Dataset records: Begin

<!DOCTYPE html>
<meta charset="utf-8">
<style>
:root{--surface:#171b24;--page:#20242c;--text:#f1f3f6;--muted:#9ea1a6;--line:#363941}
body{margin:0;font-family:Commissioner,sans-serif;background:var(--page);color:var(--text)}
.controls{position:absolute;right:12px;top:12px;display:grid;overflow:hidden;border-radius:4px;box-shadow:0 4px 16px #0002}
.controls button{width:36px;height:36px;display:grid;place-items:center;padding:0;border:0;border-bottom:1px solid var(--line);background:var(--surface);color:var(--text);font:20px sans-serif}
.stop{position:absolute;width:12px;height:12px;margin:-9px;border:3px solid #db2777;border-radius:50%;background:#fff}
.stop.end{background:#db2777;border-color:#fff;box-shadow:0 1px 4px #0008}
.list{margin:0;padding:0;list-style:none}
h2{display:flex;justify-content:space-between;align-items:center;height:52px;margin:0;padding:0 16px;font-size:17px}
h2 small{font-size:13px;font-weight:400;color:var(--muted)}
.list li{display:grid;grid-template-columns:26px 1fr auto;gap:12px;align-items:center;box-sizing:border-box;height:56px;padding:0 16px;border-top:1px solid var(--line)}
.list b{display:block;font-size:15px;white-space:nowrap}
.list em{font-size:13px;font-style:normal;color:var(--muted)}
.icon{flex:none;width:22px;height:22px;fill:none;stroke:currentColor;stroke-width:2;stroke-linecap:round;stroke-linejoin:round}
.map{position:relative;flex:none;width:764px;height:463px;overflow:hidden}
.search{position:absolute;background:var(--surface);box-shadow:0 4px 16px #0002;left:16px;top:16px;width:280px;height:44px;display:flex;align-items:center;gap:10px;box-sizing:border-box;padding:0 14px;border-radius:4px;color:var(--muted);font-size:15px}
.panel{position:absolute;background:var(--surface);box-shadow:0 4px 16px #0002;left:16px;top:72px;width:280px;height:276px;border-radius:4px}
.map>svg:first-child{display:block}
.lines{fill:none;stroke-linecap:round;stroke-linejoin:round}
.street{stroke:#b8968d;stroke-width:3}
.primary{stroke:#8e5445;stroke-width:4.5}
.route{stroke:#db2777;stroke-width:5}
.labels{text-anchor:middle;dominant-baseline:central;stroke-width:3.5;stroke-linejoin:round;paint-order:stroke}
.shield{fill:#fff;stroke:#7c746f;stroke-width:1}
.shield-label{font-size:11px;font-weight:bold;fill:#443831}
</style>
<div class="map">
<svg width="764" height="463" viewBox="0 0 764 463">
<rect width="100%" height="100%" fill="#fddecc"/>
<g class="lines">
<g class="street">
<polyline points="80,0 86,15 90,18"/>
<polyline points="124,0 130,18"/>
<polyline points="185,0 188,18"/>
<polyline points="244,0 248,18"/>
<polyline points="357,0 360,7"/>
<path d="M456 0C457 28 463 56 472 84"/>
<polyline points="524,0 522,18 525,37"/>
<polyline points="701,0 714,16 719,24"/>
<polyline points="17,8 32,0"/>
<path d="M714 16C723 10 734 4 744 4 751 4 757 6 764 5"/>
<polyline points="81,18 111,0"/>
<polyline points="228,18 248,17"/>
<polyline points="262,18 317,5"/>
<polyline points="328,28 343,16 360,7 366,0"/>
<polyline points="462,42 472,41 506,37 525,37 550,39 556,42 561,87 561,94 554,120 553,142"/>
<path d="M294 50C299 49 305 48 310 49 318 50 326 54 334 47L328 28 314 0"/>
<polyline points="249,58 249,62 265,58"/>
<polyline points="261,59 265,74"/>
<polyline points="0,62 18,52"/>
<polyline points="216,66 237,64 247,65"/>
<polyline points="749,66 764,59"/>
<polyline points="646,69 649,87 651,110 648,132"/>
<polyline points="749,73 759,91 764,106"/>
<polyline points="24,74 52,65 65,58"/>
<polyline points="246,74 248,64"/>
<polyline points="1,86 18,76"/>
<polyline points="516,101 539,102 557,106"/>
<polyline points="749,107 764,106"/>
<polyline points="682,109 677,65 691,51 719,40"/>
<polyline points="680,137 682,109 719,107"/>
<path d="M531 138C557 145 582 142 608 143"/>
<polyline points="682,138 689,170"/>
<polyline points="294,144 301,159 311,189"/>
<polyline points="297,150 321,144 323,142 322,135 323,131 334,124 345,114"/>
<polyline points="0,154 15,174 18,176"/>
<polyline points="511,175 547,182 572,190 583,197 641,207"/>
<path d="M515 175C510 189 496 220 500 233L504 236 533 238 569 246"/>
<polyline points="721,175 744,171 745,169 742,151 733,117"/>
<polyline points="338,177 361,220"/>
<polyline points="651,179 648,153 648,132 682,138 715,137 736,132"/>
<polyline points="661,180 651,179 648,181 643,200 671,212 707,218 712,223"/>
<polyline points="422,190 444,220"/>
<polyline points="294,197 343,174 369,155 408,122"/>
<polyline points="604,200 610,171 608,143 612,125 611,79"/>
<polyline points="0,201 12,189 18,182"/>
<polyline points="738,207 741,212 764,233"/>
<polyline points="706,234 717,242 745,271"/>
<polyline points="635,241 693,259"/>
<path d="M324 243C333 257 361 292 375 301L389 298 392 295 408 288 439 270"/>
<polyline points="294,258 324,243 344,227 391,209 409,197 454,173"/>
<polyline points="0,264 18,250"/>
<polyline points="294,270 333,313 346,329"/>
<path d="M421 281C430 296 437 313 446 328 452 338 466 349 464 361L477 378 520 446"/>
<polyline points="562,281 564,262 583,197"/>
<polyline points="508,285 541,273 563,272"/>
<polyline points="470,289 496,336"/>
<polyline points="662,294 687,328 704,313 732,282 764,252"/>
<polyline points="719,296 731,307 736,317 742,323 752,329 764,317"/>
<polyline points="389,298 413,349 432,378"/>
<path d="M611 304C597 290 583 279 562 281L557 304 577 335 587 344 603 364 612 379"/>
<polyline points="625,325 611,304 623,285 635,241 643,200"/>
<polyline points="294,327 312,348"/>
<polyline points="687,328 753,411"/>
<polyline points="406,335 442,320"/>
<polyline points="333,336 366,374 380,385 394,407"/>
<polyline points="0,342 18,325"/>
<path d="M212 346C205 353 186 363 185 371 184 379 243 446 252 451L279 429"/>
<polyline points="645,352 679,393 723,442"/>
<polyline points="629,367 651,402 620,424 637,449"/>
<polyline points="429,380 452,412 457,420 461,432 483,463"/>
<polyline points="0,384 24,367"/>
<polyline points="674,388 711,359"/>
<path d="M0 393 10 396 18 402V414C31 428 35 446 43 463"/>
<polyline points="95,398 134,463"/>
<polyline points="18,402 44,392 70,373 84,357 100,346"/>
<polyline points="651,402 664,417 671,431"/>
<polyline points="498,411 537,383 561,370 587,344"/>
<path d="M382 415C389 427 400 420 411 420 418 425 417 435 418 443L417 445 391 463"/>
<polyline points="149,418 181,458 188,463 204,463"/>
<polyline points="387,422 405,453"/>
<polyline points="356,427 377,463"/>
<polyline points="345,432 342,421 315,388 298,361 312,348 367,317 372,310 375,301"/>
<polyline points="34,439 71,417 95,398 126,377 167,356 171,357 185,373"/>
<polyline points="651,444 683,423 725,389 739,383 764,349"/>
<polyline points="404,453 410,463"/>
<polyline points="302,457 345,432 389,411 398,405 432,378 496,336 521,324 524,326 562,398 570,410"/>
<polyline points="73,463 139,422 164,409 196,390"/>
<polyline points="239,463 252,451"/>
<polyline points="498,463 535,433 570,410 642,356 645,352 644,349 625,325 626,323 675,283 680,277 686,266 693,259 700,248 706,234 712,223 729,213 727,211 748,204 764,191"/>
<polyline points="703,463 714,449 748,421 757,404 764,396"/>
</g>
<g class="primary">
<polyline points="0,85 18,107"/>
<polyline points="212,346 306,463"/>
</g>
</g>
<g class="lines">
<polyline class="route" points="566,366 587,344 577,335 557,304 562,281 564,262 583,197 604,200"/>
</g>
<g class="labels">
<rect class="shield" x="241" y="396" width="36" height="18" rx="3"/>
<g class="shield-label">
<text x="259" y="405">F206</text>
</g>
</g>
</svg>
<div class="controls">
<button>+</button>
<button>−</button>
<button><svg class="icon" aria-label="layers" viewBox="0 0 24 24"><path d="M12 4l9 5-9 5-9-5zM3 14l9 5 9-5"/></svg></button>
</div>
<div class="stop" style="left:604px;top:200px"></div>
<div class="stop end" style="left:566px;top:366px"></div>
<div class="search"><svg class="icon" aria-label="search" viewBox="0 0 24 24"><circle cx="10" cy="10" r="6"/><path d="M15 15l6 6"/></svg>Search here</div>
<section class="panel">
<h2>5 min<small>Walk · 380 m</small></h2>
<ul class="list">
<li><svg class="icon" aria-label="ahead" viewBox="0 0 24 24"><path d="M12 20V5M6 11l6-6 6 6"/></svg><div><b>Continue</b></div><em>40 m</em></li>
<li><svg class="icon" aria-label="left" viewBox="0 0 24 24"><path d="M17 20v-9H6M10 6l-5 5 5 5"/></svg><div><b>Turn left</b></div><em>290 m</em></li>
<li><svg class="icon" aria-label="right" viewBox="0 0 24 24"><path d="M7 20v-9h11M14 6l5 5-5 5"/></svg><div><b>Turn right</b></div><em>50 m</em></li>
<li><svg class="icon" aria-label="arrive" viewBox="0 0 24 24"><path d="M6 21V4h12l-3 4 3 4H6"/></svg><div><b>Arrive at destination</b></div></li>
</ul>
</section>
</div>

Dataset records: End

Exercise instructions: Please count the lines in the material above where the word "linecap" occurs, and give only the number.

Expected answer: 2